■ Assignment: In your copy, include no images, and write out every entry below exactly as it stands.

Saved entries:
>>>>>

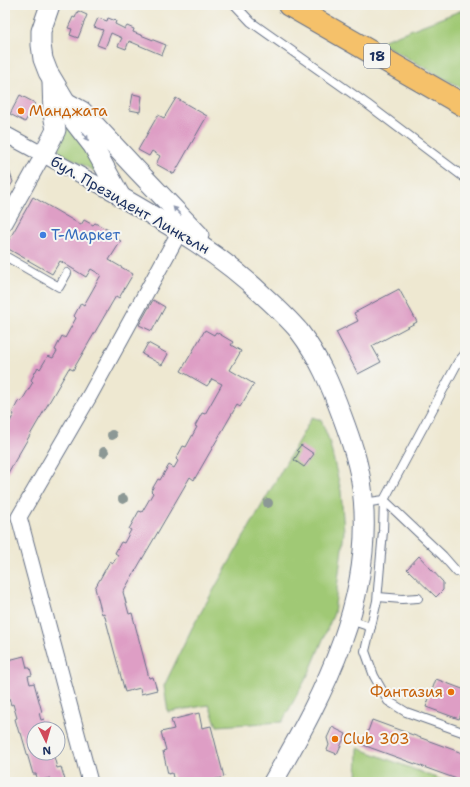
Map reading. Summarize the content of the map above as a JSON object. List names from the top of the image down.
{
  "streets": {
    "highway": ["18"],
    "street": ["бул. Президент Линкълн"]
  },
  "places": [
    "Манджата",
    "Т-Маркет",
    "Фантазия",
    "Club 303"
  ],
  "north": "bottom"
}
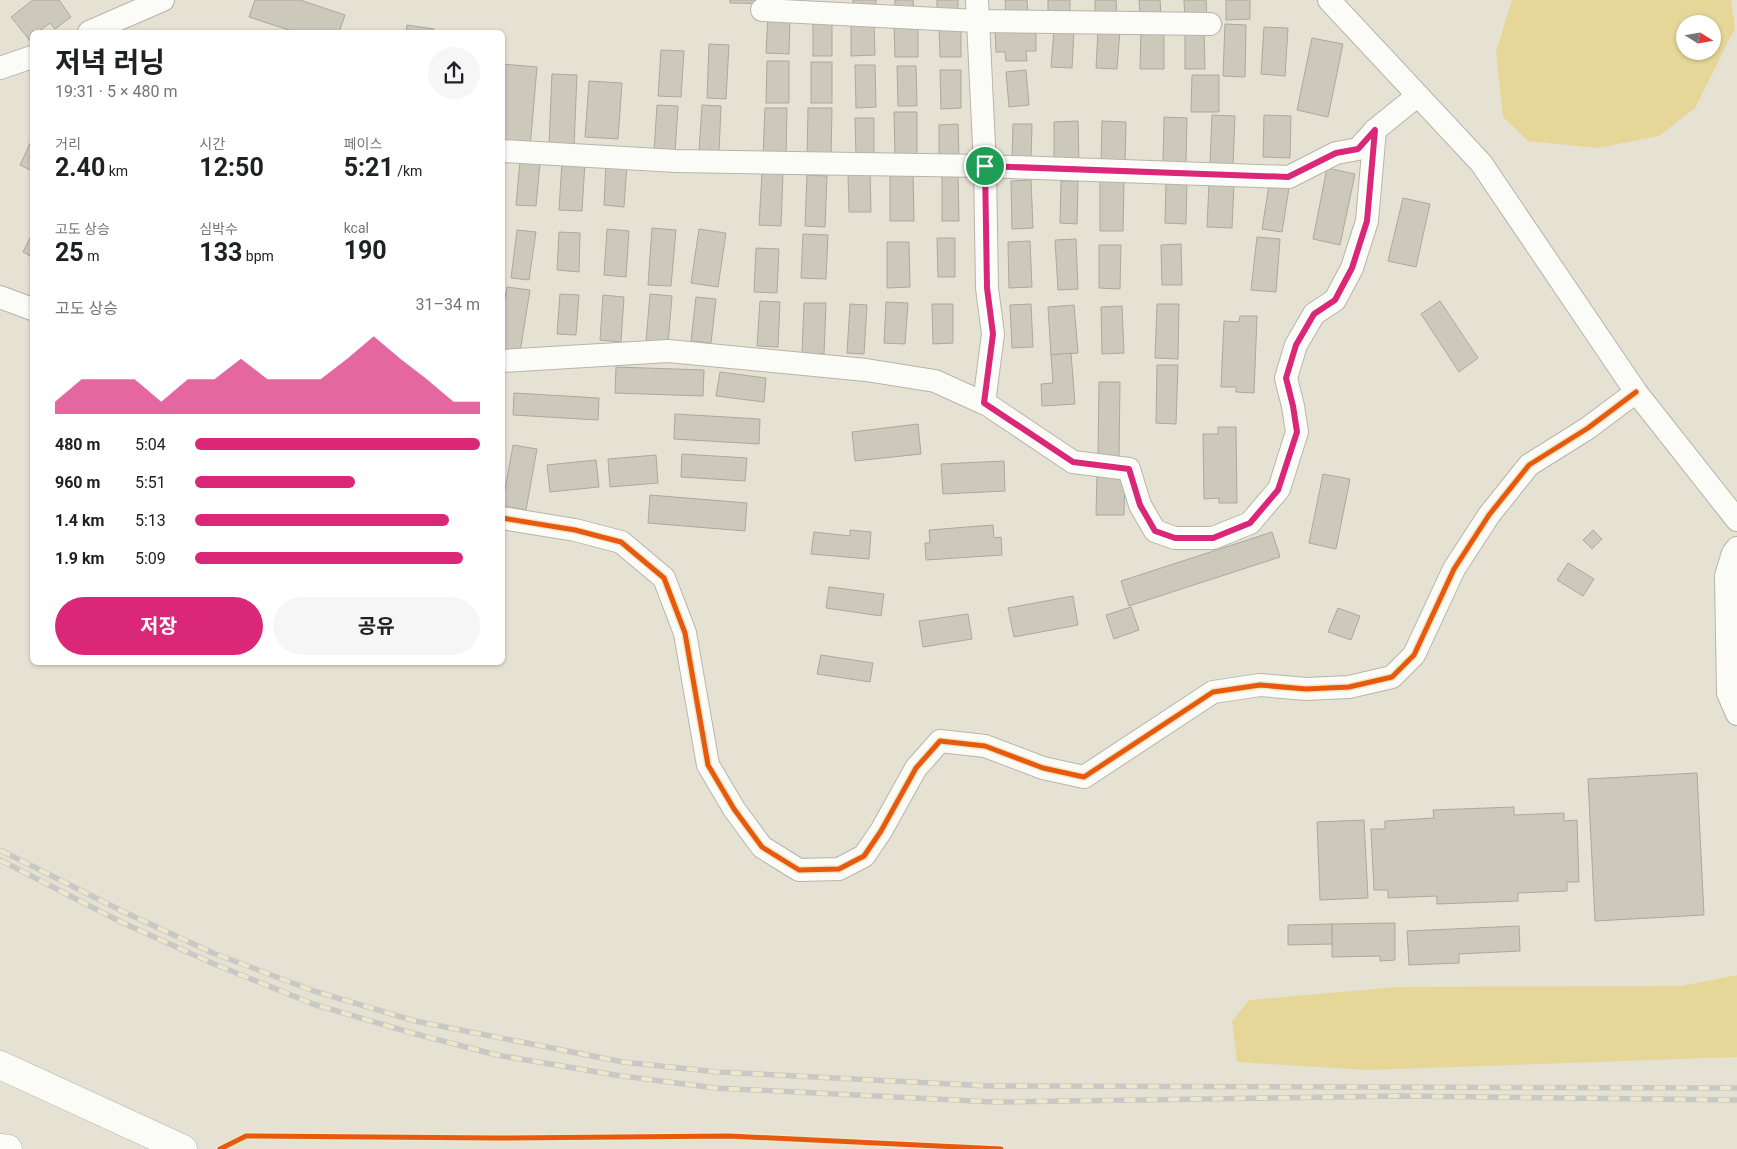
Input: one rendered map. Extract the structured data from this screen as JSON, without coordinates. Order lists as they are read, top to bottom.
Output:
{
  "north": "right",
  "page": {
    "heading": ["저녁 러닝", "19:31 · 5 × 480 m"],
    "stats": [
      ["거리", "2.40 km"],
      ["시간", "12:50"],
      ["페이스", "5:21 /km"],
      ["고도 상승", "25 m"],
      ["심박수", "133 bpm"],
      ["kcal", "190"]
    ],
    "chart": ["고도 상승", "31–34 m"],
    "list": [
      {
        "name": "480 m",
        "note": "5:04"
      },
      {
        "name": "960 m",
        "note": "5:51"
      },
      {
        "name": "1.4 km",
        "note": "5:13"
      },
      {
        "name": "1.9 km",
        "note": "5:09"
      }
    ],
    "buttons": ["저장", "공유"]
  }
}
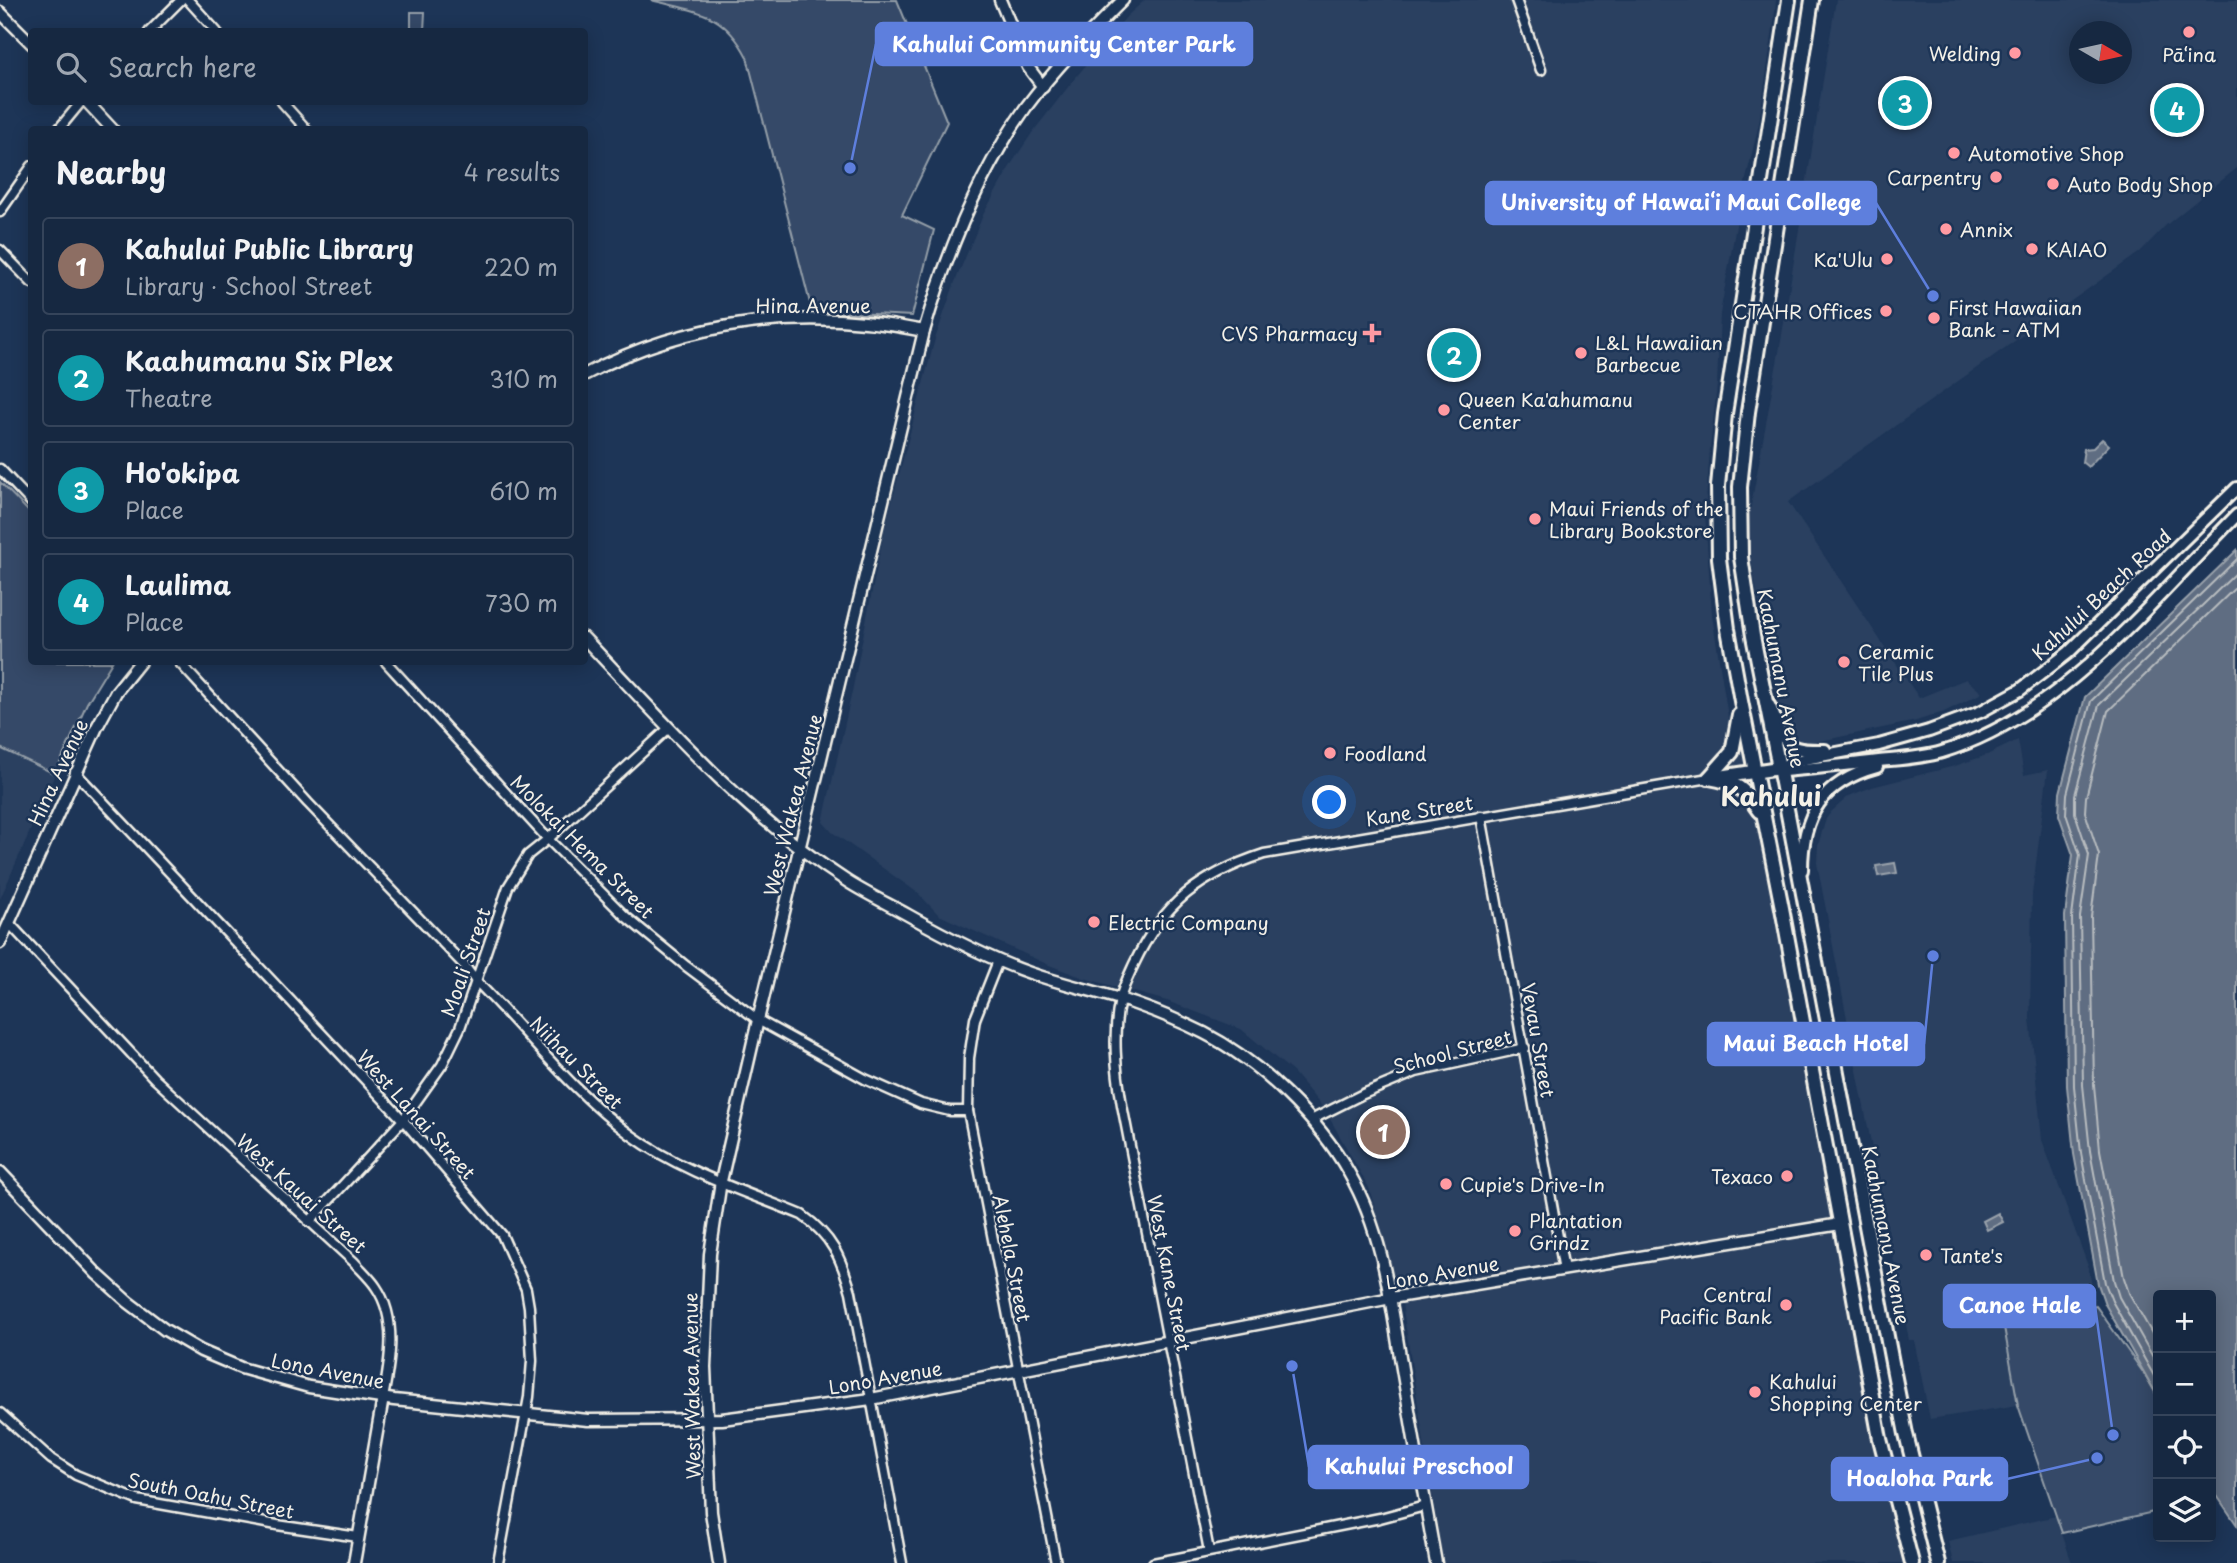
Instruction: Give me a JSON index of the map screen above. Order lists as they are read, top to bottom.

<<<<<

■ Answer section:
Map reading. Summarize the content of the map above as a JSON object. List names from the top of the image down.
{
  "streets": {
    "highway": ["18"],
    "street": ["бул. Президент Линкълн"]
  },
  "places": [
    "Манджата",
    "Т-Маркет",
    "Фантазия",
    "Club 303"
  ],
  "north": "bottom"
}
Input: one rendered map. Extract the structured data from this screen as JSON, without coordinates. Order lists as they are read, top to bottom.
Output:
{
  "north": "right",
  "page": {
    "heading": ["저녁 러닝", "19:31 · 5 × 480 m"],
    "stats": [
      ["거리", "2.40 km"],
      ["시간", "12:50"],
      ["페이스", "5:21 /km"],
      ["고도 상승", "25 m"],
      ["심박수", "133 bpm"],
      ["kcal", "190"]
    ],
    "chart": ["고도 상승", "31–34 m"],
    "list": [
      {
        "name": "480 m",
        "note": "5:04"
      },
      {
        "name": "960 m",
        "note": "5:51"
      },
      {
        "name": "1.4 km",
        "note": "5:13"
      },
      {
        "name": "1.9 km",
        "note": "5:09"
      }
    ],
    "buttons": ["저장", "공유"]
  }
}
Instruction: Give me a JSON index of the map screen above. Order lists as they are read, top to bottom.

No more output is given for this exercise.